Your task
In the entries below, how many lines contain the string "highway"? Respond with the number only.
======== Excerpted data ========
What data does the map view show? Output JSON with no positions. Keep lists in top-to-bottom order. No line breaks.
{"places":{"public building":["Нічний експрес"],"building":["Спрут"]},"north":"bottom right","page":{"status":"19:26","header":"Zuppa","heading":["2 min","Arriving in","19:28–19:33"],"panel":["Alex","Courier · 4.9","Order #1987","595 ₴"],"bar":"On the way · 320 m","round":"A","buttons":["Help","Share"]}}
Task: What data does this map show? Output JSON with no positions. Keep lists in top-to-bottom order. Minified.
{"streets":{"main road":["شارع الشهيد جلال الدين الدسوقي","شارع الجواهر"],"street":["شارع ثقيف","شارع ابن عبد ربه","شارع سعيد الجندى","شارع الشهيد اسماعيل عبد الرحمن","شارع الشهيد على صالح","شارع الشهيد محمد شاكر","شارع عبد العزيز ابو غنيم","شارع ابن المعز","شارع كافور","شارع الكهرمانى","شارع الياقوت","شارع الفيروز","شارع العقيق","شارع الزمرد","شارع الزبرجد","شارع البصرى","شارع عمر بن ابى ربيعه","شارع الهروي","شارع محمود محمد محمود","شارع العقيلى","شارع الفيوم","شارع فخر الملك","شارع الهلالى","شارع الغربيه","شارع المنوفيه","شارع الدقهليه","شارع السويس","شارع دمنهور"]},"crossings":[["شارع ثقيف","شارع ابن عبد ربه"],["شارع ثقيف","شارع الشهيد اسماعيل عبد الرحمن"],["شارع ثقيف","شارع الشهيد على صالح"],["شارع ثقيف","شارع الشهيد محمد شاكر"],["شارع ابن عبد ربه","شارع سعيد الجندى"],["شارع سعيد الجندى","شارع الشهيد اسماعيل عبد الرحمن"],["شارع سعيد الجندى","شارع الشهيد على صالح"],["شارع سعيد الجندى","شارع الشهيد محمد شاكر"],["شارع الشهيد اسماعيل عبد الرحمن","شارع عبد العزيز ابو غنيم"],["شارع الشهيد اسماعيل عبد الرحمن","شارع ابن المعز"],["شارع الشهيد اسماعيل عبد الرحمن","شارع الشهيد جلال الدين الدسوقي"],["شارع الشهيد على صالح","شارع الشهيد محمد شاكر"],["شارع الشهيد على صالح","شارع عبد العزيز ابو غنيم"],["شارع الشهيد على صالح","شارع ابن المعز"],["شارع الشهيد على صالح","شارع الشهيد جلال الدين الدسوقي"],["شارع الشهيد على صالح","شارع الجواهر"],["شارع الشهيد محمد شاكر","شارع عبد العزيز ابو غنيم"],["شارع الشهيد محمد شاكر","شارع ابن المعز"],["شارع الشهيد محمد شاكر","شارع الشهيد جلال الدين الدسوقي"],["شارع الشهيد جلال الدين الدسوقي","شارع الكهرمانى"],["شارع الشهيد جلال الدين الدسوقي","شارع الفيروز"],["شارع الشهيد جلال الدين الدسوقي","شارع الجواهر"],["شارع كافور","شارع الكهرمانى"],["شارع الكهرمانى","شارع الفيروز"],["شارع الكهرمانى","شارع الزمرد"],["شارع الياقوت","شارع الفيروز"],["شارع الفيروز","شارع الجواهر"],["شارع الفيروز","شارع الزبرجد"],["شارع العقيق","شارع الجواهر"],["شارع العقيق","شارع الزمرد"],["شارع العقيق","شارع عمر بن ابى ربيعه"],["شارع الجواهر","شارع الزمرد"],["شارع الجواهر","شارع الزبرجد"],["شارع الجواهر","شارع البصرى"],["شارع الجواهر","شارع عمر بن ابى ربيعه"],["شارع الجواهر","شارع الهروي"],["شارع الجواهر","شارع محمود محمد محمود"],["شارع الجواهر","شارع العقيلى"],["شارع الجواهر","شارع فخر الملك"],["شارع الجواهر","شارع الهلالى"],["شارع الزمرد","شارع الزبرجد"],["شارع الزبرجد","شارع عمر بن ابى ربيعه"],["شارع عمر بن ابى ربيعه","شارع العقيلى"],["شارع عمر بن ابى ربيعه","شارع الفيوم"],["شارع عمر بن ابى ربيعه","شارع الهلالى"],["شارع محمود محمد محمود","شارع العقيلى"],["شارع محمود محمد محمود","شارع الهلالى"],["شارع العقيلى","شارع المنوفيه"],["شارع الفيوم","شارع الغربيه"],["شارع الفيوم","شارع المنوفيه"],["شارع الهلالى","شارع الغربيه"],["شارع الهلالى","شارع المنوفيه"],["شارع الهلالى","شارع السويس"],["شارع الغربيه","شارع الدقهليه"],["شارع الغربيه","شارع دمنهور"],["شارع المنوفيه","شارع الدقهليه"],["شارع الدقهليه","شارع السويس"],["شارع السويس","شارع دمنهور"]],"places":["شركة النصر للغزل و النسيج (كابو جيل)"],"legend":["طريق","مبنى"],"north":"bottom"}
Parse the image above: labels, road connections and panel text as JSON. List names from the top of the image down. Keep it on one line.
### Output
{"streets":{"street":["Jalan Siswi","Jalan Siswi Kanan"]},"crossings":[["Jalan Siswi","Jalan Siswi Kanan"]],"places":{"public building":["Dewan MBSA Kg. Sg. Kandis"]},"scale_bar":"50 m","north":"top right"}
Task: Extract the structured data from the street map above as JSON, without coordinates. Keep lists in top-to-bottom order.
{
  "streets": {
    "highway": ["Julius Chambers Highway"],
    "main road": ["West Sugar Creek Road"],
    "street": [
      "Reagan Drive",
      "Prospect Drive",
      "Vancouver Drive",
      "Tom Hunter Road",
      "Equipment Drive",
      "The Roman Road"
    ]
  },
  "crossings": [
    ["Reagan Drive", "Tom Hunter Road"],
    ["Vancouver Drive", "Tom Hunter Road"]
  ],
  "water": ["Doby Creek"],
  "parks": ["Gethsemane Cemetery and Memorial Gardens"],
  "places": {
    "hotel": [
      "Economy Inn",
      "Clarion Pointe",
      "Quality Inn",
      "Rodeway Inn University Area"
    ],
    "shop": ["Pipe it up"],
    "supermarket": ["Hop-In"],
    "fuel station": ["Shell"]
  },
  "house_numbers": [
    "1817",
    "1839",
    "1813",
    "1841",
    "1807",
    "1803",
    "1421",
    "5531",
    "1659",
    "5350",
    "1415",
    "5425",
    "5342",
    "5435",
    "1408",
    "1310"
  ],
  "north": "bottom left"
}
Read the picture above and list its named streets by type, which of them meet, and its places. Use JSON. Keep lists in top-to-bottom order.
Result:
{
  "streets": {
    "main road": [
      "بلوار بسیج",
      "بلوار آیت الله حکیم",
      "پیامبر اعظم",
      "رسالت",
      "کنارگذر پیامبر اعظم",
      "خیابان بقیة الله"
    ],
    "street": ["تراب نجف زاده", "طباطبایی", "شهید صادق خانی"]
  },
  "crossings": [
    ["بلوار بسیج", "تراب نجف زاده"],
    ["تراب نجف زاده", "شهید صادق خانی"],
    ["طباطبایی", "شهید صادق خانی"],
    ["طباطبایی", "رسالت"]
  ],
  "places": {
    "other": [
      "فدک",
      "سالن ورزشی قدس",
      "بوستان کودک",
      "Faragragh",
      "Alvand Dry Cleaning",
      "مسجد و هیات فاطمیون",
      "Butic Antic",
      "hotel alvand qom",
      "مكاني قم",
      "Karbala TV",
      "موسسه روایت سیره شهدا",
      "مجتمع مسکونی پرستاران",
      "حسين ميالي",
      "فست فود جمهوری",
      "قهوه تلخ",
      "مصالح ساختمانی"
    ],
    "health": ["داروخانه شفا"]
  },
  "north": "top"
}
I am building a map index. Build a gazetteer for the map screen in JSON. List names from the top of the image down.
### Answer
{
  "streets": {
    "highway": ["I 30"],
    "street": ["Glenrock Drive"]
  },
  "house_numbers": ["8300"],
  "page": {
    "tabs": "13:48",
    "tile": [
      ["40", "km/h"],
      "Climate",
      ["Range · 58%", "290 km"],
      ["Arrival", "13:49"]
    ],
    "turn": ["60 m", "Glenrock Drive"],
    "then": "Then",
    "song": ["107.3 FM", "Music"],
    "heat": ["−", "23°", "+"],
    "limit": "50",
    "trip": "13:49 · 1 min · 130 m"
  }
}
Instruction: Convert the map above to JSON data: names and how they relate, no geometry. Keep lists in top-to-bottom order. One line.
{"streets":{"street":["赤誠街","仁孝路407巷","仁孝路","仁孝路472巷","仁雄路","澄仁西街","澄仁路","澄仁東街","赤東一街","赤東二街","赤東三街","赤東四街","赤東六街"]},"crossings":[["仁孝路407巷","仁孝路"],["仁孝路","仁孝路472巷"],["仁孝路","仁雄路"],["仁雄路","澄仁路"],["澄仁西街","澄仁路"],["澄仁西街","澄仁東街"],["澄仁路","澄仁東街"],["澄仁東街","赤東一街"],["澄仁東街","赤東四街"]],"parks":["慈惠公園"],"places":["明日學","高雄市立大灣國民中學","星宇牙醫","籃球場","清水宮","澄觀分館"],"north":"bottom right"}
========
Your response
2